S’il continue jusqu’au début des années 2000 à se produire régulièrement avec le groupe de son oncle – il apparaît d’ailleurs sur les différents disques publiés sous le nom d’Othar Turner à cette époque ainsi que sur le premier album de sa petite fille Sharde Thomas –, il prend en parallèle son autonomie, se lançant dans l’apprentissage de la guitare. Il fait quelques apparitions ponctuelles sur les disques des autres – à la batterie sur quelques titres de l’album “Feelin’ Good” de Jessie Mae Hemphill, avec le Rising Star Fife and Drum Band dirigé par Sharde Thomas sur “Mississippi To Mali” de Corey Harris, sur le premier album de Twenty Miles emmené par Judah Bauer (le guitariste de la Jon Spencer Blues Explosion), en tant que chanteur et guitariste sur un album live des North Mississippi Allstars… –, mais la musique reste encore pour lui une activité annexe, même s’il apparaît dans plusieurs documentaires bénéficiant d’une certaine visibilité comme dans la série de films Martin Scorsese Presents The Blues: A Musical Journey et M for Mississippi de Jeff Konkel (de Broke & Hungry) et Roger Stolle (de Cat Head). Deux titres sous son nom, en duo avec Lightnin’ Malcolm, apparaissent d’ailleurs sur les deux volumes de bande originale de ce dernier film.
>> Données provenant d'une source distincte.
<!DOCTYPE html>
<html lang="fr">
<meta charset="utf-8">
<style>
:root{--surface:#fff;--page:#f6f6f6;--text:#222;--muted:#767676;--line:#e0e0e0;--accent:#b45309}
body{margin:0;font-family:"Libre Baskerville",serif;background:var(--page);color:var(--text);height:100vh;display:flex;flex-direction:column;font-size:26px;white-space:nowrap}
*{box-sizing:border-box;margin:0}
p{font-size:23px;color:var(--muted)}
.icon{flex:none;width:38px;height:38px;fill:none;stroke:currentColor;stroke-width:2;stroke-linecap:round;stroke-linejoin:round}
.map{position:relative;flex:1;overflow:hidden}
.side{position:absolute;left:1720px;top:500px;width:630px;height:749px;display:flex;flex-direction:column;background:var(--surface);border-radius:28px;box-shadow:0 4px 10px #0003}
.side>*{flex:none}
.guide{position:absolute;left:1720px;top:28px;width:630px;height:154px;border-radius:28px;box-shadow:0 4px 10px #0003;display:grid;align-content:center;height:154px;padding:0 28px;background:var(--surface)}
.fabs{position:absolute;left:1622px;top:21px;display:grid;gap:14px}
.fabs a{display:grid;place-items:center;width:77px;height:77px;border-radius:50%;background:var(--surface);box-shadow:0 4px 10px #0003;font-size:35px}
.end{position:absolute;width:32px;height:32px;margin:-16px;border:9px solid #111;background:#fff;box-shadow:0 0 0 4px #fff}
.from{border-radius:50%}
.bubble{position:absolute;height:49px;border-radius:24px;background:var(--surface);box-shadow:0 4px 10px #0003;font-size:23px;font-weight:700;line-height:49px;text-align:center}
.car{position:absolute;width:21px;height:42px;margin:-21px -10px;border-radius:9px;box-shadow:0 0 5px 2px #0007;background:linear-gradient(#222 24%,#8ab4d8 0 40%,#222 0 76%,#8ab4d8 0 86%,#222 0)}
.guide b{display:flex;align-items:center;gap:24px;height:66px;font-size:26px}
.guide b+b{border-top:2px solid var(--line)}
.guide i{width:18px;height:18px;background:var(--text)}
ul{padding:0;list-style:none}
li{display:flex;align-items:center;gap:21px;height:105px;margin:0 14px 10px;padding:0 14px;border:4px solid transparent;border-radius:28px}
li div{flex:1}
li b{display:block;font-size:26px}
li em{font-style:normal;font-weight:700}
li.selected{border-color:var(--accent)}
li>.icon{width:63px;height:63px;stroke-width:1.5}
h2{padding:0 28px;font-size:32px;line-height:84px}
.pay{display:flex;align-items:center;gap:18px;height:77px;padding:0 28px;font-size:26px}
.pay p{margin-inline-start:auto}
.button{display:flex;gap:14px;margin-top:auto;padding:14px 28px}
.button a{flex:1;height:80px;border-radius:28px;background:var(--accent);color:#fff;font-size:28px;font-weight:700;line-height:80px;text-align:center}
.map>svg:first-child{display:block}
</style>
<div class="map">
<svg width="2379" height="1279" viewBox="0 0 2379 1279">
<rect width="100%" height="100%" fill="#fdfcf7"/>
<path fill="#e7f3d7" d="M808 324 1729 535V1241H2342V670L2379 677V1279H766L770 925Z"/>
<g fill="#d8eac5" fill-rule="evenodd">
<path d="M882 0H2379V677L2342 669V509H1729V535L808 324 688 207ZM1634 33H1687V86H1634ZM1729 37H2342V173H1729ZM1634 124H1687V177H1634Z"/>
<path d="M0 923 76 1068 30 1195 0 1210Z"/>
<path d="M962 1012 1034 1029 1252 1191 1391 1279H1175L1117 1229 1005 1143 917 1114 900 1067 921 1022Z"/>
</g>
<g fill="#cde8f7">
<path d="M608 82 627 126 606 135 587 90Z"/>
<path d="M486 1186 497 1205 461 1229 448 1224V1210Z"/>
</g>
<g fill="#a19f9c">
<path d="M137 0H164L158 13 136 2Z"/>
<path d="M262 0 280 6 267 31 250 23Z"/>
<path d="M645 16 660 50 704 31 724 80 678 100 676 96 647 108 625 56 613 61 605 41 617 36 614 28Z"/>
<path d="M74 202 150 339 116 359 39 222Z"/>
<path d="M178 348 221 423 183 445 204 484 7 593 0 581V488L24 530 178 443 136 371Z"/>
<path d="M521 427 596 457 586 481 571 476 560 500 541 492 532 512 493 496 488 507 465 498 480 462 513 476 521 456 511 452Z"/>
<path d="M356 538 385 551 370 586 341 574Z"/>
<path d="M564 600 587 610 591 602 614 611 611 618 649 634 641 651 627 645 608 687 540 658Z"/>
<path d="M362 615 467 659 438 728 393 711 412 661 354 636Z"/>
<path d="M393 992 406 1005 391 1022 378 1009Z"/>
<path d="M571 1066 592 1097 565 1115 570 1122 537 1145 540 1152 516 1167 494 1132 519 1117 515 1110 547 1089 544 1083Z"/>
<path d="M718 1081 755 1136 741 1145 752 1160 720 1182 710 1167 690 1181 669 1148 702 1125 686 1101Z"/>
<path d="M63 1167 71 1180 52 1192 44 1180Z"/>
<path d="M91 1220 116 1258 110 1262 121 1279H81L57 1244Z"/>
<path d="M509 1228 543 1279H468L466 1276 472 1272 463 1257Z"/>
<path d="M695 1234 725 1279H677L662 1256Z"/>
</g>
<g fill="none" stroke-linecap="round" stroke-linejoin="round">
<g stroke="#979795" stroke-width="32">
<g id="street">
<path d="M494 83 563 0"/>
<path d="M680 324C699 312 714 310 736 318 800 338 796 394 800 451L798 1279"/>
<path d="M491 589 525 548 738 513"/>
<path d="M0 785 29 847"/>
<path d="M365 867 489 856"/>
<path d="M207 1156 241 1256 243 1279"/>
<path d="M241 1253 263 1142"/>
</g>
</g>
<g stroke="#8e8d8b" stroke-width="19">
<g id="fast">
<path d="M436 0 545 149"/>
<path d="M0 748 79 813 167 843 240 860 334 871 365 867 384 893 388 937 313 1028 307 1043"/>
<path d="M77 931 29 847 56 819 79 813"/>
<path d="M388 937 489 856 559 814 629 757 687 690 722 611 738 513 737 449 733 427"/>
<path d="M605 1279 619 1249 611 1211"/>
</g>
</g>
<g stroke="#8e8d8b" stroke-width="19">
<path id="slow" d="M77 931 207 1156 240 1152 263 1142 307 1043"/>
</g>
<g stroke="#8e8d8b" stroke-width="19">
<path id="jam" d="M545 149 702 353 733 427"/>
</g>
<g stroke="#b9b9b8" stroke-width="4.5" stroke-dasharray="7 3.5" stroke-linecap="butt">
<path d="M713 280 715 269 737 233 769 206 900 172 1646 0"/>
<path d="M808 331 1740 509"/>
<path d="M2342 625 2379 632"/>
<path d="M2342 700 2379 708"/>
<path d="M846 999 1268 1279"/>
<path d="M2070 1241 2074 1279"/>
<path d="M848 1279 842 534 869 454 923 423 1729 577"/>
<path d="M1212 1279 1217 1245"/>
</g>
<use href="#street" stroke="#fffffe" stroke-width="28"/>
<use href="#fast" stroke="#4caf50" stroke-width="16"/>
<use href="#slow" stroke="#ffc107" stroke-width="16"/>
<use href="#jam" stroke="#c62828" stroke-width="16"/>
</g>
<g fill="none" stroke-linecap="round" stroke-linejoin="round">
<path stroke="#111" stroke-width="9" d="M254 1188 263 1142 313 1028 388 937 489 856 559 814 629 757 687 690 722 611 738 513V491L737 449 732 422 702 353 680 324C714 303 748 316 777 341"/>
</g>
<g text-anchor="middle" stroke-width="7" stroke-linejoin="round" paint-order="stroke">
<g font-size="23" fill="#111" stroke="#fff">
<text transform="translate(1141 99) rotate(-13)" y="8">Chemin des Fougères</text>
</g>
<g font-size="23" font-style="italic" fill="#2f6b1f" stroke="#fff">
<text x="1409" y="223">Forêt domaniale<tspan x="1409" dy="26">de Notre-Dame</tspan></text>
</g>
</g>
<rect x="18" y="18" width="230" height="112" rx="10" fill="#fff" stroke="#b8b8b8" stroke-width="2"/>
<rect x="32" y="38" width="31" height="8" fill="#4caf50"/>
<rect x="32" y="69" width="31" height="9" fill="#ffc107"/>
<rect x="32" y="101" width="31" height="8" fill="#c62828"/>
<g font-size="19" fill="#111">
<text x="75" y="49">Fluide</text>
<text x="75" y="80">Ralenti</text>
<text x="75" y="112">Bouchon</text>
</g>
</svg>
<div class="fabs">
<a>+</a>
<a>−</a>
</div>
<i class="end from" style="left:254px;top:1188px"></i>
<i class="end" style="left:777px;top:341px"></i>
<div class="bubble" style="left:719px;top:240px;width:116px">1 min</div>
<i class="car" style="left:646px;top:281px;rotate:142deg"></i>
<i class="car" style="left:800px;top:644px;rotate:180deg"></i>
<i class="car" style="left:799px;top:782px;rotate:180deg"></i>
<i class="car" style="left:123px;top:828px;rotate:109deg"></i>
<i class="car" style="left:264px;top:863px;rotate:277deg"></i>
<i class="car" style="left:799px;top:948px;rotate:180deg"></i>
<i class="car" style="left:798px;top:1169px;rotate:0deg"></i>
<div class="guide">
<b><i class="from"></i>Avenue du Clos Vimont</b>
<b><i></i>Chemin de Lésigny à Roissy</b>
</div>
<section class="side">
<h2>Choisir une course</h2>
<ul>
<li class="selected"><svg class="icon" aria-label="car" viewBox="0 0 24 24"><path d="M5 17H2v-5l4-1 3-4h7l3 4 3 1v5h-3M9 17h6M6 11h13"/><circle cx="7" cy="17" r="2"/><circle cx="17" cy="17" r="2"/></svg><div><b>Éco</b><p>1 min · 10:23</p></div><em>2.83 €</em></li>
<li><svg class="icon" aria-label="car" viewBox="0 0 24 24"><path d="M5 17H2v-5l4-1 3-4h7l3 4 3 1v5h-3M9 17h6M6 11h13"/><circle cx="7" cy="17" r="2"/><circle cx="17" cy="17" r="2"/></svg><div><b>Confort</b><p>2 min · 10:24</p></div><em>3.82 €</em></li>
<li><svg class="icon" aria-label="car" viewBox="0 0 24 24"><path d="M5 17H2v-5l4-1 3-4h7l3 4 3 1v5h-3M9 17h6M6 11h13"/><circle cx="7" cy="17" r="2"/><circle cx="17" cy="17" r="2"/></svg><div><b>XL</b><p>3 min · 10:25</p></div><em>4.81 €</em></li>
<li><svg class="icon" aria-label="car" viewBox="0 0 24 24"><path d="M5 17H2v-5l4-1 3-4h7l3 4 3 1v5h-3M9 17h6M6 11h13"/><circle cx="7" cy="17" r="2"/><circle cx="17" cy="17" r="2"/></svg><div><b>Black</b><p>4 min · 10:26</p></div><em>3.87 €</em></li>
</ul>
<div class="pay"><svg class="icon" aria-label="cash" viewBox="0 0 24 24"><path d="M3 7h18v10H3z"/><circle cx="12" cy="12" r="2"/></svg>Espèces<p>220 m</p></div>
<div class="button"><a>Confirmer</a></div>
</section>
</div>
C’est sous l’égide de Luther Dickinson, qui le considère comme son mentor et qui a repris plusieurs de ses compositions avec les North Mississippi Allstars, que paraît en 2013, son premier disque personnel, “Ain’t The Man’s Alright”. Enregistré en 2007, le disque – pas très réussi, en réalité – s’inscrit dans l’ombre de R.L. Burnside, avec la présence à la batterie de Calvin Jackson et Cedric Burnside et deux de ses classiques au programme. D’autres titres probablement tirés des mêmes séances sortent en 2017 sous le titre “Roll And Tumble”, qui lui vaut une nomination aux Grammy Awards dans la catégorie du meilleur album de blues traditionnel. Plusieux albums se succèdent ensuite, “Live From The Circle Bar”, “Juke My Joint”, “Boogie w/ RL Boyce Live”, “Rattlesnake Boogie” et “Ain’t Gonna Play Too Long”. Publiés sur des petits labels indépendants, ces disques souffrent cependant de conditions d’enregistrement médiocres et surtout d’une distribution à peine existante qui l’empêchent d’accéder largement au public blues.
La présence d’un de ses titres en ouverture de l’anthologie “Tell Everybody! – 21st Century Juke Joint Blues From Easy Eye Sound” produite par Dan Auerbach pouvait être vue comme l’annonce d’une nouvelle étape, d’autant qu’il avait été retenu en 2023 pour un National Heritage Fellowship, une reconnaissance officielle majeure dans le domaine des musiques raciniennes. S’il se produit essentiellement localement, en particulier avec les Cornlickers de Carlos Elliot Jr. et Bobby Gentilo, ainsi que dans quelques festivals américains, RL Boyce s’offre en 2018 une apparition remarquée au Blues Rules de Crissier, occasion pour Soul Bag de l’interviewer dans notre numéro 232. Il devait tourner en France en ce mois de novembre 2023 aux côtés de ses collègues Carlos Elliot Jr et Anthony “Big A” Sherrod avec les Cornlickers, mais la maladie en a décidé autrement.